- [Work order]:
The answer must be every line of the data that holds the word "Give".

Stored data:
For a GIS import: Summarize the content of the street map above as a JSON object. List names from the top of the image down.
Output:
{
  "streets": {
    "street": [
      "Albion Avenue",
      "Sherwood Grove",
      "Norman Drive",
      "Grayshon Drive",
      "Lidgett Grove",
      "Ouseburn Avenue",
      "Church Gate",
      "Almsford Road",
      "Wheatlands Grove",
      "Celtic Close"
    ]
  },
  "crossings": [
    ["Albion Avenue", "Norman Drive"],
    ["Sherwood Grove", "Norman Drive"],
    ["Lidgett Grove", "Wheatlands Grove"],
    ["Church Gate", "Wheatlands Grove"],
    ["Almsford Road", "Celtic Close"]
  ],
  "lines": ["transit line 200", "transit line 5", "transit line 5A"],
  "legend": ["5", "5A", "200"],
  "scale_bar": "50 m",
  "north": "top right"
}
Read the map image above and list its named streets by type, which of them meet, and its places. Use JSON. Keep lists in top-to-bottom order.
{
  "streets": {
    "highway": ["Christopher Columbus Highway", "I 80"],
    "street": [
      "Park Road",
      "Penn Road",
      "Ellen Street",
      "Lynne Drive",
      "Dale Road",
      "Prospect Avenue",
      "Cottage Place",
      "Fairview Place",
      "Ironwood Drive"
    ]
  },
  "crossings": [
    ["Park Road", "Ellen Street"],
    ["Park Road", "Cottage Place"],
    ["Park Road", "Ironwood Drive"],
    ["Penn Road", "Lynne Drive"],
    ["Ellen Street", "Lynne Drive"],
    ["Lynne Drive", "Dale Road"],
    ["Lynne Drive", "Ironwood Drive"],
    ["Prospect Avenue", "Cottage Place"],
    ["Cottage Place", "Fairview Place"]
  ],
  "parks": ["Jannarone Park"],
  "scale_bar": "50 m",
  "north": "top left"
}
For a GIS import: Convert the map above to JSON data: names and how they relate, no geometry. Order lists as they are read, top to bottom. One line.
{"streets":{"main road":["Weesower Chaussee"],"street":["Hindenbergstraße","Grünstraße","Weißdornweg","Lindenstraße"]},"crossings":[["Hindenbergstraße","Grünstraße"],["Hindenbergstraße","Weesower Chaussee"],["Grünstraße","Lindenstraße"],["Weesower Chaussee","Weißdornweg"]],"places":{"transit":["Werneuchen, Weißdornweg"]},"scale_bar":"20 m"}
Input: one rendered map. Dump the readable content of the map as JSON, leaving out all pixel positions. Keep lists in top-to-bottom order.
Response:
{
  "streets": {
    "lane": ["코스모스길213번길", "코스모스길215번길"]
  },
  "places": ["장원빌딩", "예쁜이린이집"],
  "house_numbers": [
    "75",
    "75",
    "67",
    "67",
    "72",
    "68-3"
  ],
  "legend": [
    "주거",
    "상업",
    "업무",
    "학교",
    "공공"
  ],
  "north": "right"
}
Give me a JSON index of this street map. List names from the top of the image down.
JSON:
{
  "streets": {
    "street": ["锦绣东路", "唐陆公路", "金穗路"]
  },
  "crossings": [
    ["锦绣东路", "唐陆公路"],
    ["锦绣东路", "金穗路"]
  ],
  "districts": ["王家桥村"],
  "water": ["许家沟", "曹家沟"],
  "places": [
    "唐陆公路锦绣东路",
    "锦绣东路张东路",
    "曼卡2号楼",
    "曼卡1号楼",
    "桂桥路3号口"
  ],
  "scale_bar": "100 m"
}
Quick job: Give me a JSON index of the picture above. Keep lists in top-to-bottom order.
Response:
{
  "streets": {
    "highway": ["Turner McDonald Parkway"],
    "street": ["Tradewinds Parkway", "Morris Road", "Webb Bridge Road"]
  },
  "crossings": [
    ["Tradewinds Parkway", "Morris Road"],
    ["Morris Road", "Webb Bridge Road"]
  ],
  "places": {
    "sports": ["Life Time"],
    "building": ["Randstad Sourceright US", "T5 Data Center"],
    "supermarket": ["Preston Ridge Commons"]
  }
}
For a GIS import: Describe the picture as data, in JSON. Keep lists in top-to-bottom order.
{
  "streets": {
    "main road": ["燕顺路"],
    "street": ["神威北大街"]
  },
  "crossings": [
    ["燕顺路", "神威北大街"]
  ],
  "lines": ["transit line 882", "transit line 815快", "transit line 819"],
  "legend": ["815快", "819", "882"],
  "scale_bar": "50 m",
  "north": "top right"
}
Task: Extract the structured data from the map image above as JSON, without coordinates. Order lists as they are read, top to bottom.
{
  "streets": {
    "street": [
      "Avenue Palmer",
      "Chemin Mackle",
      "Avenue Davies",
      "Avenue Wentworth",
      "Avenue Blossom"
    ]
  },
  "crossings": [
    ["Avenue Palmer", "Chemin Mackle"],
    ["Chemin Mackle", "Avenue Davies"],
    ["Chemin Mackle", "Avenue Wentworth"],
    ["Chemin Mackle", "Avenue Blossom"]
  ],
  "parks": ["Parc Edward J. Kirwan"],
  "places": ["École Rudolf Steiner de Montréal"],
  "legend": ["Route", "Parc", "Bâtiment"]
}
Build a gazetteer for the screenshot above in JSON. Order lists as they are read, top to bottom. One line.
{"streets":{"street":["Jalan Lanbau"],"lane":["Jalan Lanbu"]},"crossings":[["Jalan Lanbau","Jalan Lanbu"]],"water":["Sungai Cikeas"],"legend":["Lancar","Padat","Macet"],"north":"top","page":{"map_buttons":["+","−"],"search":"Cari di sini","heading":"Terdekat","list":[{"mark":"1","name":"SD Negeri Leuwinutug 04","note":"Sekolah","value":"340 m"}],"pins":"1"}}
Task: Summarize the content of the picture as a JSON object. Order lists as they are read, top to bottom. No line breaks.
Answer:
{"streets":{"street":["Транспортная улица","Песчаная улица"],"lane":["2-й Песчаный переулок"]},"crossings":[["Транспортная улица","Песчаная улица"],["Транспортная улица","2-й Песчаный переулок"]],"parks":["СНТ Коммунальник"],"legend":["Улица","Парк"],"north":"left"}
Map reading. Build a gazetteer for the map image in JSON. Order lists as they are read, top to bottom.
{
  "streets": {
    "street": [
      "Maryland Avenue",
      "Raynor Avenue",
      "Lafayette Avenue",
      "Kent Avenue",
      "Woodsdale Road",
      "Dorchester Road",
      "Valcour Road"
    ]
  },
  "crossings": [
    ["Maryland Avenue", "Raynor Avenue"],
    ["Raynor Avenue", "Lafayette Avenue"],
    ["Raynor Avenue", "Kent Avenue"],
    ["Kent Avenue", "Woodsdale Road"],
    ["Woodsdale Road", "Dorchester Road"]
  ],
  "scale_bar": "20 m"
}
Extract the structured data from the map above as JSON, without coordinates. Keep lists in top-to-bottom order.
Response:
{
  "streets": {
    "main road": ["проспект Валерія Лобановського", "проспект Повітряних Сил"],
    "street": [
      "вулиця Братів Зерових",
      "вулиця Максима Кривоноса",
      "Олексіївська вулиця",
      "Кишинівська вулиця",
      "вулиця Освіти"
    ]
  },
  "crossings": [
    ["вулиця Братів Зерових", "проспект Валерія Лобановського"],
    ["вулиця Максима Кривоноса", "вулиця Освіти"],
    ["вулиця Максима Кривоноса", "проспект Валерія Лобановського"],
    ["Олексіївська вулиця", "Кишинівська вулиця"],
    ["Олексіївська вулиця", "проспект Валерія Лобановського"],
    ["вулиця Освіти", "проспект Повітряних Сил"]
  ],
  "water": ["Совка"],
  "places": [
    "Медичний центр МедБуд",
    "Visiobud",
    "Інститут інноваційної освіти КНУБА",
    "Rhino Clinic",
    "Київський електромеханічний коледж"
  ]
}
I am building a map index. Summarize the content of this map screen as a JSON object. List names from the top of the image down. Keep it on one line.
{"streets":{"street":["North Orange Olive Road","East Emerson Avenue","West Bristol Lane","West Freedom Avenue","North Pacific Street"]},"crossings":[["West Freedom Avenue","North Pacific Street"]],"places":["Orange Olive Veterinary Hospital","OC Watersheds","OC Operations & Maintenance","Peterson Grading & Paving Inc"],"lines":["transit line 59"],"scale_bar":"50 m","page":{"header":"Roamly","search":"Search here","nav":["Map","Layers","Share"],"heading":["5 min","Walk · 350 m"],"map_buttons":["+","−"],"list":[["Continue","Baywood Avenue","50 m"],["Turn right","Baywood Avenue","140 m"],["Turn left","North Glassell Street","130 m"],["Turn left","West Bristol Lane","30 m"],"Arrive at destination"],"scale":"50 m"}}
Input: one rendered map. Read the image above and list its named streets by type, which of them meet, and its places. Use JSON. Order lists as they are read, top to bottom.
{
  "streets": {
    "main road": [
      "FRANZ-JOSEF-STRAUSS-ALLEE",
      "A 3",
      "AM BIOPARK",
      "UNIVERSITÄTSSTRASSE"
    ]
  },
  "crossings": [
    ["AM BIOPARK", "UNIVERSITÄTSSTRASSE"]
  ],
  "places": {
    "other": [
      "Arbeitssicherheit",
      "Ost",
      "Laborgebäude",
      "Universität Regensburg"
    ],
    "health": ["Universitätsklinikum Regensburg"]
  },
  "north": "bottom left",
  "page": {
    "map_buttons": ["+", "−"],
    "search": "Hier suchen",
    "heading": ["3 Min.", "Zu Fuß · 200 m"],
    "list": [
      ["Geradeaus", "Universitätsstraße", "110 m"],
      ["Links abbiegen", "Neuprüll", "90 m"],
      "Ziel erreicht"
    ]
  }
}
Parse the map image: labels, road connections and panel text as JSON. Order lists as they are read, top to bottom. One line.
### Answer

- [Task result]:
Give me a JSON index of this street map. List names from the top of the image down.
Quick job: Give me a JSON index of the picture above. Keep lists in top-to-bottom order.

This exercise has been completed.